Minor effects changing gravity from changing mass locations are including the density & salinity of the local sea water from, and the season you measure (ice increase/decrease, temperature water). The changing landmass height, from for example bouncing back upward of land under thick ice during the last Ice Age, etc, etc. All in all complex.
The link above shows how far we are at the moment in accuracy. The qualitative effects are mostly clear, but getting the models matched accurately enough with measurements is still a lot of work.
=> The first consequence, of these gravity effects, is that you cannot just measure the sea level increase from Climate at a random point on Earth.
=> You have to measure all over the globe at (roughly) the same time, or point in time period (the tides !) by absolute GPS, to get the average sea water level increase.
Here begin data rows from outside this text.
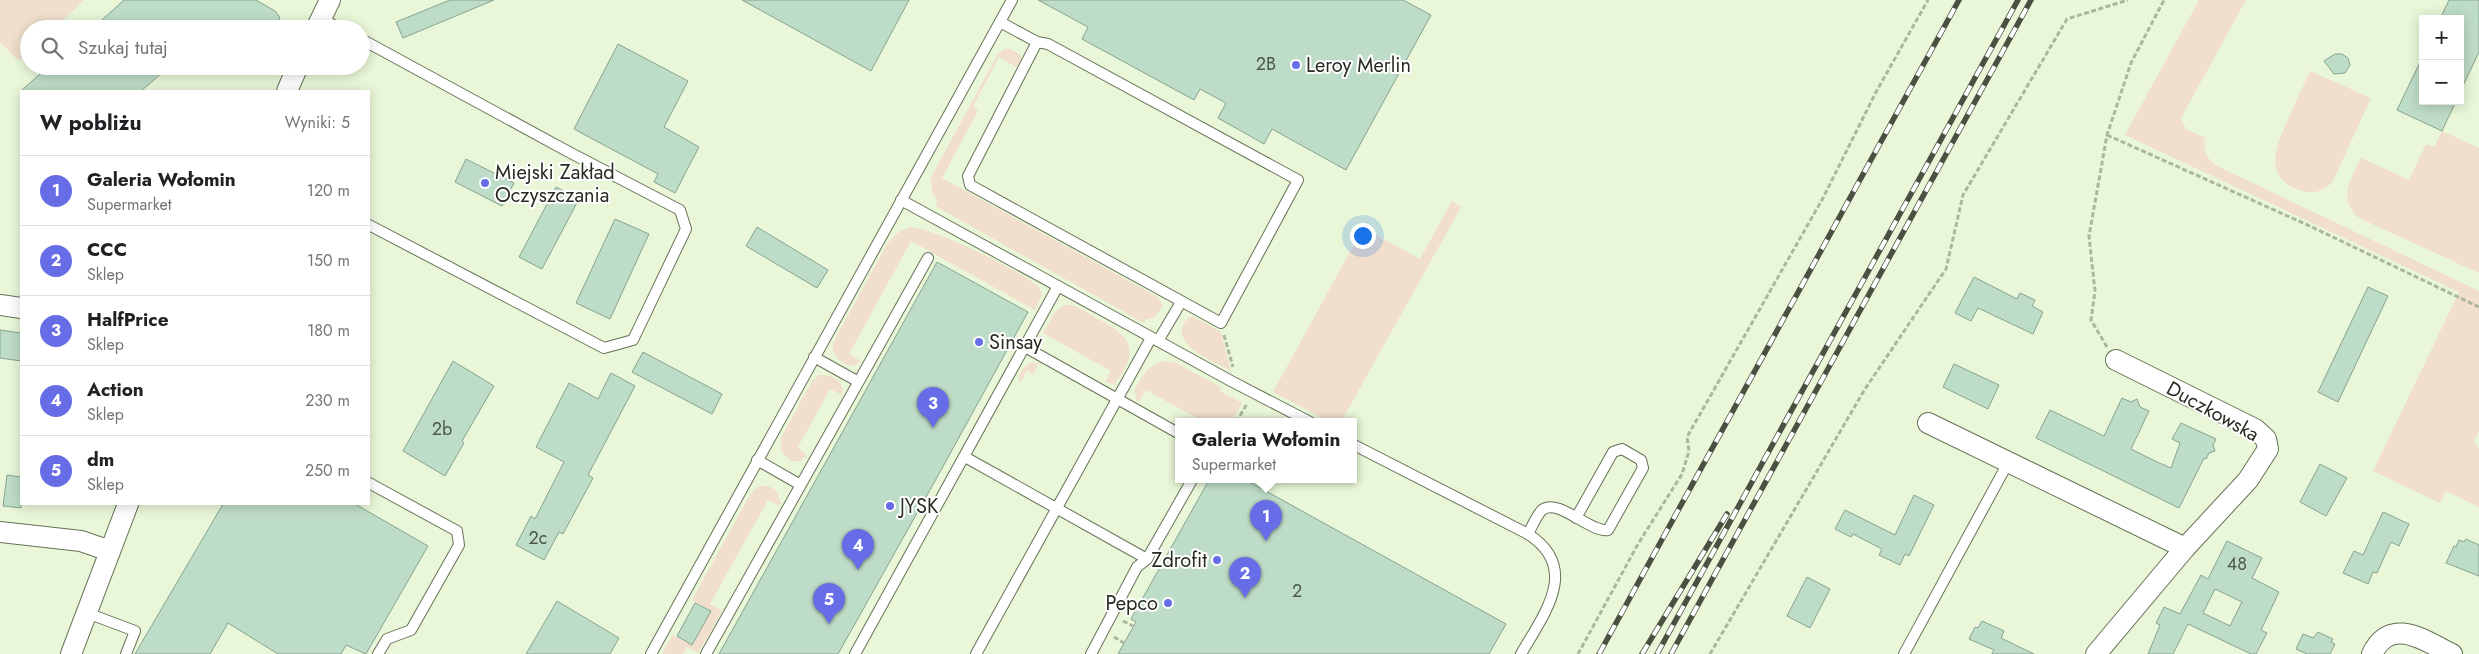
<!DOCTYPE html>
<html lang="pl">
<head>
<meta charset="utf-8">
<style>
	:root { --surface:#fff; --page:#f6f6f6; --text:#202124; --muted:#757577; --line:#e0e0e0; --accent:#676de6 }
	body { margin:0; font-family:Jost,sans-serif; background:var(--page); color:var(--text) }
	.controls { position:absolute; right:15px; top:15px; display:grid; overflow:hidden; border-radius:0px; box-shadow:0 2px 12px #0003 }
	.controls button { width:45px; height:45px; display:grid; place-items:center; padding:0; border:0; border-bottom:1px solid var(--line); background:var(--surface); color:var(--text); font:25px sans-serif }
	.you { position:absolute; left:1362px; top:235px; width:18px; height:18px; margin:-12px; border:4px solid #fff; border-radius:50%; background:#1a73e8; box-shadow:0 0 0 8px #1a73e833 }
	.badge { display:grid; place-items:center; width:32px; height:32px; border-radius:50%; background:var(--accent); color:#fff; font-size:16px; font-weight:700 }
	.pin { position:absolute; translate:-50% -41px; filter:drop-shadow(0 1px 2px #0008) }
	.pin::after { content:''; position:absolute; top:26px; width:18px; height:15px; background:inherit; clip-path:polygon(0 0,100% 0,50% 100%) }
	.popup { position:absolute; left:1175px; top:418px; width:182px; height:65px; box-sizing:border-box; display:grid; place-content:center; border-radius:0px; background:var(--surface); filter:drop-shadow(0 1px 4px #0005); font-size:16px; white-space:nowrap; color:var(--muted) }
	.popup b { font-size:19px; color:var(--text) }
	.popup::after { content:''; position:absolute; left:50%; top:100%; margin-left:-10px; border:10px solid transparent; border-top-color:var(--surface) }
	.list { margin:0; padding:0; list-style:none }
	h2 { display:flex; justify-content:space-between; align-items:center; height:65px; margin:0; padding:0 20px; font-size:21px }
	h2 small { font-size:16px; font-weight:400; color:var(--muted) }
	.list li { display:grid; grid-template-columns:32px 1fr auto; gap:15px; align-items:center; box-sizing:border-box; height:70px; padding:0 20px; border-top:1px solid var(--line) }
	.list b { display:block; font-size:19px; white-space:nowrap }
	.list p { margin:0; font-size:16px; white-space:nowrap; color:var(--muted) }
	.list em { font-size:16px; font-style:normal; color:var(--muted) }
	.icon { flex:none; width:28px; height:28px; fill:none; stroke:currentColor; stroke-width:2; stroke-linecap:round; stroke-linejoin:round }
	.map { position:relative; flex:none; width:2479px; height:654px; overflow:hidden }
	.search { position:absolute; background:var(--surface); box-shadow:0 2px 12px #0003; left:20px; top:20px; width:350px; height:55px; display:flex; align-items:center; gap:12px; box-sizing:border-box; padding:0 18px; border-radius:28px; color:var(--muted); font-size:19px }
	.panel { position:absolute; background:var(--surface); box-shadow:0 2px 12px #0003; left:20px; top:90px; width:350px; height:415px; border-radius:0px }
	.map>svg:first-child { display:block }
</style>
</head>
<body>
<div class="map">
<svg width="2479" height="654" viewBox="0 0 2479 654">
	<rect width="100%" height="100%" fill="#e9f7d8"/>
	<g fill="#f1decc">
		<polygon points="0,0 84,0 53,29 29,29 29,52 19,61 0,42"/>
		<path d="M2199 0H2246L2181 118 2186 129 2205 138C2203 150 2206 157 2215 165L2479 291V430L2474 442 2479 448V507L2446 491 2440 503 2373 471 2459 292 2125 135Z"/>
		<polygon points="1004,49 1011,49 1021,56 1021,62 1016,67 999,57 973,106 978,111 942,178 1158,297 1163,306 1154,318 1146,319 1144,323 935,206 938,201 932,192 931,177 998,54"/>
		<path d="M2310 71 2371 98 2333 181C2325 191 2315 194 2302 191 2260 178 2277 145 2289 117 2296 102 2303 86 2310 71Z"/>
		<path d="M2442 131 2479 148V273L2361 219C2336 202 2351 179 2361 158L2409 180 2426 144 2434 147Z"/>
		<polygon points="1452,201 1461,207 1341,422 1330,422 1273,392 1363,228 1420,259"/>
		<path d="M909 227C930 226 1019 270 1036 285 1040 288 1041 291 1042 295L1035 310 911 241 849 354 861 361 853 366C841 364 831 356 833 343L887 244 896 234Z"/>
		<path d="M1064 305C1075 304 1084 311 1093 316 1113 327 1141 340 1125 368 1122 373 1119 379 1114 384L1105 382 1111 371 1043 333 1055 312Z"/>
		<path d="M1189 317H1194L1221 332 1231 371C1214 361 1163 343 1189 317Z"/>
		<path d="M1166 361 1176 363 1221 387 1220 391 1242 403 1232 422H1204L1146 390 1139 401 1137 400 1134 391C1142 377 1148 363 1166 361Z"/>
		<path d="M1030 363H1039L1033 374 1027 371 1020 383C1016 375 1024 367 1030 363Z"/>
		<path d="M820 375C831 374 842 380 843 391L842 395 830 389 798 447 807 456 799 461H791L781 451V438L812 381Z"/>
		<polygon points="759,486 768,486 776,490 781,503 779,506 768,500 710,604 722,611 698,653 687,647 683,654 662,654 673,635 693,645 711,611 692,600 751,493"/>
	</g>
	<g fill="#beddc8" stroke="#86a390" fill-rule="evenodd">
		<polygon points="124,0 256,0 275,11 279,16 282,29 92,29"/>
		<polygon points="450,0 494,0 403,38 396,22"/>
		<polygon points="742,0 909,0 871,71"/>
		<polygon points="1038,0 1403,0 1431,15 1346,170 1272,129 1264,144 1218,118 1226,103 1200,89 1194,100 1082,39 1088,27"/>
		<polygon points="2449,0 2479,0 2479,52 2460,92 2460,19 2440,19"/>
		<polygon points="618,44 688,81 664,127 699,147 675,193 654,182 658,174 574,129"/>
		<polygon points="2335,54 2342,54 2348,58 2350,65 2345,73 2334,74 2324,61"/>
		<polygon points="2423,56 2423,101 2456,101 2442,131 2397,110"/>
		<polygon points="49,66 170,66 141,91 21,91"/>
		<polygon points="466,159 514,183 502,206 455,182"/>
		<polygon points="556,187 579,199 542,269 519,257"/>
		<polygon points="615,219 649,234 610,319 576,303"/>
		<polygon points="757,227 828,270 817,288 746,246"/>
		<polygon points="937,262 1028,312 935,481 838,654 719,654"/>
		<polygon points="1974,277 2017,299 2020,293 2035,300 2032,306 2043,312 2033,334 1978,308 1971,321 1955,313"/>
		<polygon points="2368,287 2388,296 2338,402 2318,392"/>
		<polygon points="0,330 21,333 21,361 0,358"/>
		<polygon points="643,352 722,394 712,414 632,372"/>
		<polygon points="453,361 494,386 462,441 464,443 445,476 403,451"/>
		<polygon points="1954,364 1999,385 1988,409 1943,387"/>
		<polygon points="611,373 635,386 588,475 593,478 563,534 559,532 544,560 516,545 531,516 535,519 564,462 536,447 569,383 598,399"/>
		<polygon points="2122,398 2131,402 2137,399 2140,407 2149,411 2131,449 2157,462 2171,468 2180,443 2172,439 2181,423 2216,439 2213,445 2215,451 2209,453 2206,459 2204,458 2179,508 2036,438 2050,410 2104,436"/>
		<polygon points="2320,464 2347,478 2326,516 2300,502"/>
		<polygon points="7,475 21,477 21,508 3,506"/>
		<polygon points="1209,480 1246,480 1506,624 1489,654 1118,654 1136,622 1131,619"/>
		<polygon points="1914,495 1934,505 1909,556 1905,554 1900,565 1879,555 1882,549 1853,534 1851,537 1835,529 1845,510 1895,535"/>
		<polygon points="223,504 355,504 428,546 366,654 346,645 341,654 278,654 228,623 210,654 135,654"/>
		<polygon points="2383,512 2409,524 2399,546 2391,542 2377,573 2373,572 2368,584 2343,573 2354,551 2363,555"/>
		<polygon points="2466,539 2479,545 2479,576 2446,563 2454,546 2456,547 2459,540 2464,542"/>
		<path d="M2227 541 2262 558 2252 578 2279 592 2261 630 2267 633 2256 654H2251L2188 624 2173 654H2148L2160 625 2156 623 2164 607 2180 614 2201 575 2208 579ZM2215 589 2242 602 2230 626 2203 613Z"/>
		<polygon points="1807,577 1830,589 1810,628 1787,616"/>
		<polygon points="557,601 619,638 610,654 526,654"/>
		<polygon points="695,603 711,611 692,645 677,636"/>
		<polygon points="1982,621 2004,631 2001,638 2034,654 1992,654 1994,650 1969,639 1975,627 1978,628"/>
		<polygon points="2318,632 2333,639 2331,642 2335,644 2330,654 2307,654 2296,649 2303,634 2313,638"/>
	</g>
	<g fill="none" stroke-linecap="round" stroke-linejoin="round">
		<g stroke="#667257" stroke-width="12">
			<g id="lane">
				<polyline points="320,18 341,29"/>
				<polyline points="1000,22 1037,42 1048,44 1298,180 1221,323 970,185 968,176 1037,42"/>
				<polyline points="361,39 567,151 680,210 686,229 633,340 604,348 369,225"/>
				<polyline points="901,200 1231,381 1310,422"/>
				<polyline points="1158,341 1181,302"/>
				<polyline points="1025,347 1178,433"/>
				<polyline points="814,357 857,381"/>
				<path d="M1354 445 1528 534C1581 568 1544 614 1521 654"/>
				<polyline points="965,457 1147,559"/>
				<polyline points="757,460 799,484"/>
				<polyline points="369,483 457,531 459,545 411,630 387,639 378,654"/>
				<path d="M1528 534C1532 527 1536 516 1542 510 1558 497 1590 533 1608 530L1643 468 1641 460 1622 449 1613 452 1576 518"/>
				<polyline points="87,613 135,631 126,654"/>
				<polyline points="651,654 1012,0"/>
				<polyline points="706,654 928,258"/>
				<polyline points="855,654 1058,286"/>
				<polyline points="976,654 1151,338"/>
				<polyline points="1091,654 1137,567 1147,559 1192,480"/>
				<polyline points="1904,654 2009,461"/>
			</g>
		</g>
		<g stroke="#667257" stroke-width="22">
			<g id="street">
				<polyline points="316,29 330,0"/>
				<polyline points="287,91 298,66"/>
				<polyline points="0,305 21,308"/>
				<polyline points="1928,423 2185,548"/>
				<polyline points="0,532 81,541 110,551"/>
				<polyline points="71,654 128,504"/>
				<polyline points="2096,654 2185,548 2248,480 2268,449 2266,439 2255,429 2116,360"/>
				<path d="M2372 654C2391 615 2425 641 2452 654"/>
			</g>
		</g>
		<g stroke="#abb69e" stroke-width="3" stroke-dasharray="5 2.5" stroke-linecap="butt">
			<polyline points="2107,135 2312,227 2479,307"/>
			<polyline points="1224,335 1233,367"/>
			<polyline points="2107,347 2091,320 2095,291 2089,236 2107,135 2131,63 2164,0"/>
			<polyline points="1236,422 1247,404"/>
			<polyline points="1123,621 1133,626"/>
			<polyline points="1114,637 1124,643"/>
			<polyline points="1578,654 1638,544 1682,474 1689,451 1687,437 1823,198 1876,92 1928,0"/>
			<polyline points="1710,654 1865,389 1946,269 1963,195 2067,19 2128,0"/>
		</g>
		<use href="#lane" stroke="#fff" stroke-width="10"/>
		<use href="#street" stroke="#fff" stroke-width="20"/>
		<g stroke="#4b5142" stroke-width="5.5">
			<g id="rail">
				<polyline points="1599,654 1959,0"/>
				<polyline points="1642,654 1727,514"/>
				<polyline points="1657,654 2018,0"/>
				<polyline points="1671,654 2031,0"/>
			</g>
		</g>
		<use href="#rail" stroke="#fff" stroke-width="4" stroke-dasharray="11" stroke-linecap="butt"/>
	</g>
	<g fill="#676de6" stroke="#fff" stroke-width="2">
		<circle cx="1296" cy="65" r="5"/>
		<circle cx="485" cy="183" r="5"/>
		<circle cx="979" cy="342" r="5"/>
		<circle cx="890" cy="506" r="5"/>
		<circle cx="1217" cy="560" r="5"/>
		<circle cx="1168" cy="603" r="5"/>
	</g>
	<g text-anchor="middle" stroke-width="4" stroke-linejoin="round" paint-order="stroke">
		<g font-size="18" fill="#4d584a">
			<text x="1266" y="70">2B</text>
			<text x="442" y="435">2b</text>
			<text x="538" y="544">2c</text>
			<text x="2237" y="570">48</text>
			<text x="1297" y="597">2</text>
		</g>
		<g font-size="20" fill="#272b20" stroke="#fff" text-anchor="start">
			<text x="1306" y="72">Leroy Merlin</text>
			<text x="495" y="179">Miejski Zakład<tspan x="495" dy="23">Oczyszczania</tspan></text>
			<text x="989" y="349">Sinsay</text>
			<text x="900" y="513">JYSK</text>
			<text x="1207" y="567" text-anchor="end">Zdrofit</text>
			<text x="1158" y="610" text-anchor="end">Pepco</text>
		</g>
		<g font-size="20" fill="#272b20" stroke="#fff">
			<text transform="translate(2213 411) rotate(29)" y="7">Duczkowska</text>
		</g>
	</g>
</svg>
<div class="controls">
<button>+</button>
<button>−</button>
</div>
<div class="you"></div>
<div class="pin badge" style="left:1266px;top:541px">1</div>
<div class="popup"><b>Galeria Wołomin</b>Supermarket</div>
<div class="pin badge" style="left:1245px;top:598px">2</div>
<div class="pin badge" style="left:933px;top:428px">3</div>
<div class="pin badge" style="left:858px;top:570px">4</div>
<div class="pin badge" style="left:829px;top:624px">5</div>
<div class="search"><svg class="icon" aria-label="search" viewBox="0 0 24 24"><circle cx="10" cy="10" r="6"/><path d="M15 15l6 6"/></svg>Szukaj tutaj</div>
<section class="panel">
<h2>W pobliżu<small>Wyniki: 5</small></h2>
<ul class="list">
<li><span class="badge">1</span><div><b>Galeria Wołomin</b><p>Supermarket</p></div><em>120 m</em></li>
<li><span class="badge">2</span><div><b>CCC</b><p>Sklep</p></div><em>150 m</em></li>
<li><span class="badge">3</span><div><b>HalfPrice</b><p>Sklep</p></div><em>180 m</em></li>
<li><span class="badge">4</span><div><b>Action</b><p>Sklep</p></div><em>230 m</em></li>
<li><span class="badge">5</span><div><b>dm</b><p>Sklep</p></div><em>250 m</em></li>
</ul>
</section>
</div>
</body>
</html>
Historic records comparing with landmass height less accurate from changing height of landmass and need adjustments from models from recent absolute measurements.
Here a graph of the separate effects of the ice melting of glaciers, Greenland and Antarctica. The effect is shown when enough ice melts for 1 mm average sea level increase.
When only Greenland would melt, the sea level of the Greenland coast goes down with 1.4 mm for every 1.0 mm average sea level increase. Climate deniers will love that.
In general around the equator, the tropics up to the subtropics, the sea level increase goes at almost 1.5 speed compared to average.